REQUIREMENT.
Below are records to repeat exactly; do not include any pictures.

======== MATERIAL FOR THIS EXERCISE

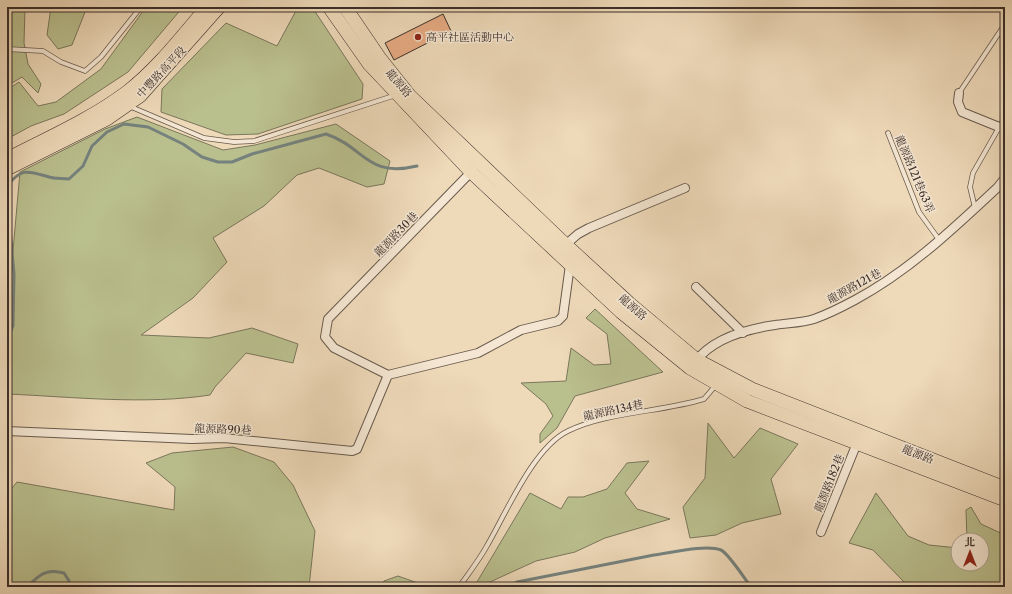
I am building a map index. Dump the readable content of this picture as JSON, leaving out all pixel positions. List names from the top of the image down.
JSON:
{
  "streets": {
    "main road": ["中豐路高平段", "龍源路"],
    "street": [
      "龍源路30巷",
      "龍源路121巷",
      "龍源路90巷",
      "龍源路182巷"
    ],
    "lane": ["龍源路121巷63弄", "龍源路134巷"]
  },
  "crossings": [
    ["龍源路", "龍源路30巷"],
    ["龍源路", "龍源路121巷"],
    ["龍源路", "龍源路134巷"],
    ["龍源路121巷63弄", "龍源路121巷"],
    ["龍源路30巷", "龍源路90巷"]
  ],
  "places": ["高平社區活動中心"],
  "north": "top"
}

================

TASK SOLUTION.
I am building a map index. Dump the readable content of this picture as JSON, leaving out all pixel positions. List names from the top of the image down.
JSON:
{
  "streets": {
    "main road": ["中豐路高平段", "龍源路"],
    "street": [
      "龍源路30巷",
      "龍源路121巷",
      "龍源路90巷",
      "龍源路182巷"
    ],
    "lane": ["龍源路121巷63弄", "龍源路134巷"]
  },
  "crossings": [
    ["龍源路", "龍源路30巷"],
    ["龍源路", "龍源路121巷"],
    ["龍源路", "龍源路134巷"],
    ["龍源路121巷63弄", "龍源路121巷"],
    ["龍源路30巷", "龍源路90巷"]
  ],
  "places": ["高平社區活動中心"],
  "north": "top"
}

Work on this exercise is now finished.